Remanufacturing: a growing industry
Now Caterpillar is adopting Reman technology on new products. As part of a fuel injector build process, Cat now use sthe Reman process for spraying material onto the pins. “In the field customers started noticing the Reman injectors lasted longer than the new ones because they used a harder coating. This was then introduced to new engine injectors,” says Smith. A huge feedback loop Cat operates between customers, dealers and manufacturing promotes this.
Prof Pham’s work with Caterpillar and Meritor is just part of a £2.4bn remanufacturing industry in Britain, which covers products like photocopiers, medical devices, aeroengine components and more.
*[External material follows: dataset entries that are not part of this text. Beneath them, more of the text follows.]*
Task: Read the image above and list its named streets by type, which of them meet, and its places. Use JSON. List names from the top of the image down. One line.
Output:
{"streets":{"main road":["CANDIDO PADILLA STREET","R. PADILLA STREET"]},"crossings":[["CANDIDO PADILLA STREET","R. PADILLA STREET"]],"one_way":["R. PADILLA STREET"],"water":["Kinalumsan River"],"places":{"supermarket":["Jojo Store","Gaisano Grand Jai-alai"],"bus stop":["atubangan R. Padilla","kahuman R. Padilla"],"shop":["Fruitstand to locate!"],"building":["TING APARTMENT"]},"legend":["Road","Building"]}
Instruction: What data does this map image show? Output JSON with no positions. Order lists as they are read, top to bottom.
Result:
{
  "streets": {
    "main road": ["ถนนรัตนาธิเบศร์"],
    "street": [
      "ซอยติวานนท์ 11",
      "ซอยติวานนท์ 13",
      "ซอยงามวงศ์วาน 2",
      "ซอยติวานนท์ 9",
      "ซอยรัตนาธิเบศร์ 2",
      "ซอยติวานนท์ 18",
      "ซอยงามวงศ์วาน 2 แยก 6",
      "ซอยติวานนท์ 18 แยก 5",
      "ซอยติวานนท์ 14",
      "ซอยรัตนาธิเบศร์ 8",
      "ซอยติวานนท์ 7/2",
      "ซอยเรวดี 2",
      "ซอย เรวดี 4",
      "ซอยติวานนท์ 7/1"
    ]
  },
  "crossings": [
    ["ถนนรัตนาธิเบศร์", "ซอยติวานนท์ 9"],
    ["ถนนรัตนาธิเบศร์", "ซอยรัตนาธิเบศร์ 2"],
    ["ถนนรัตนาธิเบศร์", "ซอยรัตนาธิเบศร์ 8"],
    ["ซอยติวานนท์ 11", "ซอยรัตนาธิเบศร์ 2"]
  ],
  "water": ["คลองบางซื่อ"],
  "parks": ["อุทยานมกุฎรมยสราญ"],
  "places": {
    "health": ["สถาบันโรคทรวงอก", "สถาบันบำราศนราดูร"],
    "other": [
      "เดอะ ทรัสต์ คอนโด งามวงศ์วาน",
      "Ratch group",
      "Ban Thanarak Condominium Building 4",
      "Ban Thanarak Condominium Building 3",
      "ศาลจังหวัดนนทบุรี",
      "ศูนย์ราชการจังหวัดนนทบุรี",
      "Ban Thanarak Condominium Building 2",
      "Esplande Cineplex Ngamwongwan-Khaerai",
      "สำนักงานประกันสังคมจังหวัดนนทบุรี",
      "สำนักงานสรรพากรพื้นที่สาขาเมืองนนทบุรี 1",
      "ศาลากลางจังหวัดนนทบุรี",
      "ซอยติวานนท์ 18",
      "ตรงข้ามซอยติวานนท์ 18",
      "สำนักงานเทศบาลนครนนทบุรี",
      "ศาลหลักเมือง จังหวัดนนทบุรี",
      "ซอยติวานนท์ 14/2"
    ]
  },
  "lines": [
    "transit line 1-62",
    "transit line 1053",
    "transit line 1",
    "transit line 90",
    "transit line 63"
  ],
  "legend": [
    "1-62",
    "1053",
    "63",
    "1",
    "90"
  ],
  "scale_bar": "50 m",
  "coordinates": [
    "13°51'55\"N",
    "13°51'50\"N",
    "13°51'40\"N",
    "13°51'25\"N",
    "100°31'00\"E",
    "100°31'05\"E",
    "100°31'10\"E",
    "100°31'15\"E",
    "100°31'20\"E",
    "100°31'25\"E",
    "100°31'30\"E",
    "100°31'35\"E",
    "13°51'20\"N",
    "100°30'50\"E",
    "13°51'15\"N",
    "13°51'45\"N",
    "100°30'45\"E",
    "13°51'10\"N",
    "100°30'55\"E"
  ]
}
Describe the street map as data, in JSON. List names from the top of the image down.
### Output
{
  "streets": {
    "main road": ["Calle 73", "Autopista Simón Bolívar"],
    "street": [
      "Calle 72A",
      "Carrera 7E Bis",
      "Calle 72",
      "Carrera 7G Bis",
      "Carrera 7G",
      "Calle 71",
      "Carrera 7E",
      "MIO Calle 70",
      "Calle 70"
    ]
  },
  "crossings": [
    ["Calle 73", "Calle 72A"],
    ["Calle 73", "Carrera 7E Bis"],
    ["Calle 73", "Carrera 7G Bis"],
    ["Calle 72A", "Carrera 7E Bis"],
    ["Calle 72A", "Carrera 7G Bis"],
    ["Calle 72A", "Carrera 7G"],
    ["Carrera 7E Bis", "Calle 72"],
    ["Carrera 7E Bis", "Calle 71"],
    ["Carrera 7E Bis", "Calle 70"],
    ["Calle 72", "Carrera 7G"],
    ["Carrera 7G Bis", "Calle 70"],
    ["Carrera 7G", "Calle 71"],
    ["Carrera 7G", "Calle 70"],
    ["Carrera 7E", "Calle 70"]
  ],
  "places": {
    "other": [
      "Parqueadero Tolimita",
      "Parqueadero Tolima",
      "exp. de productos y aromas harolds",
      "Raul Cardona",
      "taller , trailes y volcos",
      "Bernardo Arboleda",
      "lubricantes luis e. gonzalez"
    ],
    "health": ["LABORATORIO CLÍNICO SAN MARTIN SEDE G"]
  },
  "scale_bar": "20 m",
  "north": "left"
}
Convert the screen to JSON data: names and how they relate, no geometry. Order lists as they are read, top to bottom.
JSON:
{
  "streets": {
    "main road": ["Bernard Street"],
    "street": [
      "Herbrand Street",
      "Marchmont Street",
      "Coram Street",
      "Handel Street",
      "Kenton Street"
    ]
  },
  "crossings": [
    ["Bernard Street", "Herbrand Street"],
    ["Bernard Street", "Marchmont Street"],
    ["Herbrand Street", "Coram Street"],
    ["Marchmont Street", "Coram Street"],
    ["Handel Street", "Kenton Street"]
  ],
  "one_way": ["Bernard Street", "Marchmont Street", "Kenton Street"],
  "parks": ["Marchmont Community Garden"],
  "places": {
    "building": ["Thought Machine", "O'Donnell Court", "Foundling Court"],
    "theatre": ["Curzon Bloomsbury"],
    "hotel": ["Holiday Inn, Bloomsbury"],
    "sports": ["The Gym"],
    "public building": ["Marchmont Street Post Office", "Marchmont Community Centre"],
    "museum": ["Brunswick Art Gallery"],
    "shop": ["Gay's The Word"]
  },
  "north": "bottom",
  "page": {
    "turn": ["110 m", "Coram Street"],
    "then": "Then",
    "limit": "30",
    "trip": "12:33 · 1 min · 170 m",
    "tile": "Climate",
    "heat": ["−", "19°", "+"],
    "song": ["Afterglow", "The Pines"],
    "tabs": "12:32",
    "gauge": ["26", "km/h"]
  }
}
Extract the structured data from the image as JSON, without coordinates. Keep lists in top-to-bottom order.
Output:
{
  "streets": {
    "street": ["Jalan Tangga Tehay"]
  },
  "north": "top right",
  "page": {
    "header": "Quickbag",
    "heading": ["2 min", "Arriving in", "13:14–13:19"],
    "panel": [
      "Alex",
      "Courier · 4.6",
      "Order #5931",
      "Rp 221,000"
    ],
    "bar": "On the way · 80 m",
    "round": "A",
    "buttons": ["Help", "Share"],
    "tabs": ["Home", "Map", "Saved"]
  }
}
For example, the Manufacturing Technology Centre’s RECLAIM project, which led to the development of one of the first machine’s that could both add and remove metal within the same machine, was developed for the remanufacture of expensive turbine compressor blades. The Scottish Institute for Remanufacture (SRI) has grown with industrial partners to accelerate the move to a circular economy in Scotland through product remanufacture, reconditioning, repair and reuse. And SRI is a member, with the Knowledge Transfer Network, Carbon Trust and High Speed Sustainable Manufacturing Institute, of a new Remanufacturing Special Interest Group, with further industry studies active at Cranfield University and the University of Strathclyde.
But the industry could be worth a lot more, and while the APMG part of Policy Connect puts the potential value at £5.6bn in the UK, remanufacturing is worth far more than this in the US, China and Europe. “The US is very active,” says Pham. “They pass laws to ensure that trucks and cars use a large proportion of remanufactured parts.” Tier one suppliers of electromechanical parts such as generators and alternators have perhaps the most potential for growth, as indicated by Rolf Steinhilper in his seminal 1998 report Remanufacturing: The Ultimate Form of Recycling**, which says that nearly 90% raw material can be saved by remanufacturing. Jaguar Land Rover has chosen not to participate in the robotic disassembly project at this time but, should compelling results at Caterpillar and Meritor follow, the potential for large scale UK remanufacturing especially in automotive, is huge.